┏━━

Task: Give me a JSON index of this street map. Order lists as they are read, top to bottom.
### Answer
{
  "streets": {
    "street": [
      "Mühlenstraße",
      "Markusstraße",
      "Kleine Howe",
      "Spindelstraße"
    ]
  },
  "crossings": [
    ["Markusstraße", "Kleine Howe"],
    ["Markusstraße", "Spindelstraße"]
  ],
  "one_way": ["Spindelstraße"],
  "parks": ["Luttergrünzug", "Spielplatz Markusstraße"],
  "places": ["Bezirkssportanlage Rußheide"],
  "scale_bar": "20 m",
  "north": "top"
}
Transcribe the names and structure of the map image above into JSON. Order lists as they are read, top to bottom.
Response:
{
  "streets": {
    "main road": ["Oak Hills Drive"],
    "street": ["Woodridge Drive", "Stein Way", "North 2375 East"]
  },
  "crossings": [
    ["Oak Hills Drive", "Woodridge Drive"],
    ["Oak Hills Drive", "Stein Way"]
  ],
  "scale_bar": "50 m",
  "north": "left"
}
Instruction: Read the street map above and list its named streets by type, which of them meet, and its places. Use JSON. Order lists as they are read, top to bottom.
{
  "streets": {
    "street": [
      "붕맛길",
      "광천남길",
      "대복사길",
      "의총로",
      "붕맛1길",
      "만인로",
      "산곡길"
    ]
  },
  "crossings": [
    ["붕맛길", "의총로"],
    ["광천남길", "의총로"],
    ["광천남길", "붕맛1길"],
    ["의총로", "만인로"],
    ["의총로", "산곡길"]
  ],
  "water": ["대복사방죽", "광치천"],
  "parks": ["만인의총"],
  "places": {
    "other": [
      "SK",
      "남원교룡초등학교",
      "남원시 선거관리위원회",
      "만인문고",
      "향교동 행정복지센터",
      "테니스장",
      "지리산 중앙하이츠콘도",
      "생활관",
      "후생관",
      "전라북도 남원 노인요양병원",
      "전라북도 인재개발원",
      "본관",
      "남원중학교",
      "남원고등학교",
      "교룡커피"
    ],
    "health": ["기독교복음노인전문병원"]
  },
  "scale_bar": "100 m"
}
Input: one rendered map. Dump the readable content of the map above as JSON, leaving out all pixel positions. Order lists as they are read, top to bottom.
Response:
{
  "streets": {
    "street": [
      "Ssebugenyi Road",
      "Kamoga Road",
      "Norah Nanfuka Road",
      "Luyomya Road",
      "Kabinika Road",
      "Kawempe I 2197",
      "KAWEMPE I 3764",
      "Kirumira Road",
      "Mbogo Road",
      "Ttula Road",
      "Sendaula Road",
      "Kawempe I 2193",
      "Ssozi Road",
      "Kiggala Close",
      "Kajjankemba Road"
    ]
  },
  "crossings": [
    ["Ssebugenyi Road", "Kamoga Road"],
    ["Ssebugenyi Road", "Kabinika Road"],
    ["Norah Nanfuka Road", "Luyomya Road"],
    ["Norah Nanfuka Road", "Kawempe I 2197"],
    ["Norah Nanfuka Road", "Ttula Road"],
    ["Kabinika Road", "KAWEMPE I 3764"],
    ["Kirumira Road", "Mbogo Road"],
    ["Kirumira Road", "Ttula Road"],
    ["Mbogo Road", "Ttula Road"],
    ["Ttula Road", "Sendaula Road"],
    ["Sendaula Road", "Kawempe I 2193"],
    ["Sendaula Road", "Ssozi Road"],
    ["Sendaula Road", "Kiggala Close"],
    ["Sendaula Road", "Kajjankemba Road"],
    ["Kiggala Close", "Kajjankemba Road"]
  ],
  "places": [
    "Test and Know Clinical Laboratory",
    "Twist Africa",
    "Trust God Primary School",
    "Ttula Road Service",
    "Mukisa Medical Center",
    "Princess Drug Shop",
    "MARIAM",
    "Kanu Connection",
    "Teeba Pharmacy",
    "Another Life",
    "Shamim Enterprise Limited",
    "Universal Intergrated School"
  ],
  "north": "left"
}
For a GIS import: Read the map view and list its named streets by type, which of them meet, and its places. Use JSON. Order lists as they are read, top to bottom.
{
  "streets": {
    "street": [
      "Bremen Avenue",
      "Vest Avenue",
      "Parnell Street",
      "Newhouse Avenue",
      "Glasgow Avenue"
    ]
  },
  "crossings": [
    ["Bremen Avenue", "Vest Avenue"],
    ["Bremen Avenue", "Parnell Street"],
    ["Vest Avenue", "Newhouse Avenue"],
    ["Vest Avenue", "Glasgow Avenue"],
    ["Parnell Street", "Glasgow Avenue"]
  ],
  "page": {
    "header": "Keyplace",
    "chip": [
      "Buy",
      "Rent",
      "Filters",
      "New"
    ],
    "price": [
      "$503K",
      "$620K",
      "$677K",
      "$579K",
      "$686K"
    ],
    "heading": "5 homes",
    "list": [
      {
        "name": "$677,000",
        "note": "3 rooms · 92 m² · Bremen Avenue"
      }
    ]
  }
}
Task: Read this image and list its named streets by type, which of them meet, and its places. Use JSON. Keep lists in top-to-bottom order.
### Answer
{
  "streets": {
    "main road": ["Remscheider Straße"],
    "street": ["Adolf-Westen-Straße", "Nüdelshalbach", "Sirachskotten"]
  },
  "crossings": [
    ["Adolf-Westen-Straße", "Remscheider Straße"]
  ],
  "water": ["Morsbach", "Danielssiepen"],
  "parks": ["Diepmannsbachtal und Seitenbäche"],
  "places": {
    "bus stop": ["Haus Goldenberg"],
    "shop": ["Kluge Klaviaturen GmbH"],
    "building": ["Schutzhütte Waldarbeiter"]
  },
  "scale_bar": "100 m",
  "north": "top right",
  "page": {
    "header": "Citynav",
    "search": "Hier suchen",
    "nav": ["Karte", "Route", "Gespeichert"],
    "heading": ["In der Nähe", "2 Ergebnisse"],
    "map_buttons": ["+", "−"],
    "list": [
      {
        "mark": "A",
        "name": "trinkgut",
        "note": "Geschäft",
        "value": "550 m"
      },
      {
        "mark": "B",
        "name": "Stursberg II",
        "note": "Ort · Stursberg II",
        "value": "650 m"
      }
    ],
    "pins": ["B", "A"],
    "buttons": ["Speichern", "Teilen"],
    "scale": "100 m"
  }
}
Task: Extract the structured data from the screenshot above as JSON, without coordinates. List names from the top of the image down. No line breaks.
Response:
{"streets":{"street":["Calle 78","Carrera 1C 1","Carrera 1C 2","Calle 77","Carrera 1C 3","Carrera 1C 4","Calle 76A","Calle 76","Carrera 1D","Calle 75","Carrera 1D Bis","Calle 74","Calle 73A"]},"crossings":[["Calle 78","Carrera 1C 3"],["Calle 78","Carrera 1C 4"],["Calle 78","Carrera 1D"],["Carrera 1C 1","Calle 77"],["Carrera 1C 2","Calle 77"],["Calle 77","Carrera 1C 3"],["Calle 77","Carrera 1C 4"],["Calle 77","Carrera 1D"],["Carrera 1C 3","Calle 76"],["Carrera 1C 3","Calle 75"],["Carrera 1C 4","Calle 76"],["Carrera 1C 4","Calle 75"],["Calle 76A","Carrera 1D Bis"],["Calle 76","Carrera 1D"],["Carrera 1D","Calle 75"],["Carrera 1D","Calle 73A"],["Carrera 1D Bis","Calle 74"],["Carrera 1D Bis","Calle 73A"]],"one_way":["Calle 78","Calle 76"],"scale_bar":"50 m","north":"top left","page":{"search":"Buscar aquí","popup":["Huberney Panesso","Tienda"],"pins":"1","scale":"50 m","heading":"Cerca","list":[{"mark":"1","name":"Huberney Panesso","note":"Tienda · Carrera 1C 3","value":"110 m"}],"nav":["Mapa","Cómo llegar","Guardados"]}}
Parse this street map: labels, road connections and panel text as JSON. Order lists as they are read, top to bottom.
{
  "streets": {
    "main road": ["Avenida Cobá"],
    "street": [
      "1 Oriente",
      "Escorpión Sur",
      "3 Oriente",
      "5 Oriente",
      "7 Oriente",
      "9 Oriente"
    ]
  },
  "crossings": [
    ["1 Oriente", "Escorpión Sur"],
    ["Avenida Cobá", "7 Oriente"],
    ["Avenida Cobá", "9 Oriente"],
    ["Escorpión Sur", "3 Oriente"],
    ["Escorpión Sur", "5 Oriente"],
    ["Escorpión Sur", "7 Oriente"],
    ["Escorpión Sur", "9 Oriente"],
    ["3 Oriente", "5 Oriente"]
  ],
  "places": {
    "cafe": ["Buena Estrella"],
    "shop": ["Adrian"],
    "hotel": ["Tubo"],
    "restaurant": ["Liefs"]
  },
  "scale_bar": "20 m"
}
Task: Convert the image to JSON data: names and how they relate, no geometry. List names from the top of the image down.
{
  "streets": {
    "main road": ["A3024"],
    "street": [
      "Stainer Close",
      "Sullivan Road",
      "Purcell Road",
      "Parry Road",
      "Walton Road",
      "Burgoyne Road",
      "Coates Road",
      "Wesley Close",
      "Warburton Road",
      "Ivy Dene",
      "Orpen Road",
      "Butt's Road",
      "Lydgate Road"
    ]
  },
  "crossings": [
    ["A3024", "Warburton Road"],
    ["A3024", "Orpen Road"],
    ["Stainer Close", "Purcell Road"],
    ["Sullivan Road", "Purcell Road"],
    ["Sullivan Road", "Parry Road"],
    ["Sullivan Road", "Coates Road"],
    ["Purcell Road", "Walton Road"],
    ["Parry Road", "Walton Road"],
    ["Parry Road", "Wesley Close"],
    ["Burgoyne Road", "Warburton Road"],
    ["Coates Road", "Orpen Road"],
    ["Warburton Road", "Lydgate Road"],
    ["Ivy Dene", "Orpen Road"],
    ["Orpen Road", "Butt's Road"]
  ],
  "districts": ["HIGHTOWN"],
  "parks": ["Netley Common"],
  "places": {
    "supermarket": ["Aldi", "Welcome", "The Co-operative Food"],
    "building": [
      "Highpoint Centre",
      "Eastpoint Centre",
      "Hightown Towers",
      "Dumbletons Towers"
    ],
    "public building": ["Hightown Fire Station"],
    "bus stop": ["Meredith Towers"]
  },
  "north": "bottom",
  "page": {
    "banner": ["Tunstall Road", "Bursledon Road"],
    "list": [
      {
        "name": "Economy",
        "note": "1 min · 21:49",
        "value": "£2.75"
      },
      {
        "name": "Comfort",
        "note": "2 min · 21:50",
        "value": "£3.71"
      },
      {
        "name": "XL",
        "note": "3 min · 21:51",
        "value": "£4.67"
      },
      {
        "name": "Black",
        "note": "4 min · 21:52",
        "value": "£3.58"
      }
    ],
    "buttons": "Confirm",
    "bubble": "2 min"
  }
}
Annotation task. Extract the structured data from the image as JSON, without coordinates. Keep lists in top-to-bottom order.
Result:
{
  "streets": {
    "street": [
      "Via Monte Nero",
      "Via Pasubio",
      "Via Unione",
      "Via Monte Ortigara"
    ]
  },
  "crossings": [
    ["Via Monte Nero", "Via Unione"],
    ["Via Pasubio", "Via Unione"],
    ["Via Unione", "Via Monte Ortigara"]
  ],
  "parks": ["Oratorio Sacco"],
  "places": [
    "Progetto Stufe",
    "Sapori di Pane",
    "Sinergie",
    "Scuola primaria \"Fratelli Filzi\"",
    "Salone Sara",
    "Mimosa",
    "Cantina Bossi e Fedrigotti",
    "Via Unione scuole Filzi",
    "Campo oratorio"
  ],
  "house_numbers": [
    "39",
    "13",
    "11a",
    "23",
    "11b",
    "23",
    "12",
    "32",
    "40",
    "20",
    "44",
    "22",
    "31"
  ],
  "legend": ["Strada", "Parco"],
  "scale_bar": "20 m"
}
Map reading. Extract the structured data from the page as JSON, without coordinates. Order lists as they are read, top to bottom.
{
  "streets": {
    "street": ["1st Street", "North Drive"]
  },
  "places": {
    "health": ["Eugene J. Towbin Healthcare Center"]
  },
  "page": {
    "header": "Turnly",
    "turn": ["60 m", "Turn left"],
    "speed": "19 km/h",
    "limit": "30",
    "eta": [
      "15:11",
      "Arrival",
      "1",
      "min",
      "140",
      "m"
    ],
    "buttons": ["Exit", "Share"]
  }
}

┗━━

• Problem to work on
Within the data above, filter for lines containing the word "Monte" and copy each one.

• Solution to this exercise
      "Via Monte Nero",
      "Via Monte Ortigara"
    ["Via Monte Nero", "Via Unione"],
    ["Via Unione", "Via Monte Ortigara"]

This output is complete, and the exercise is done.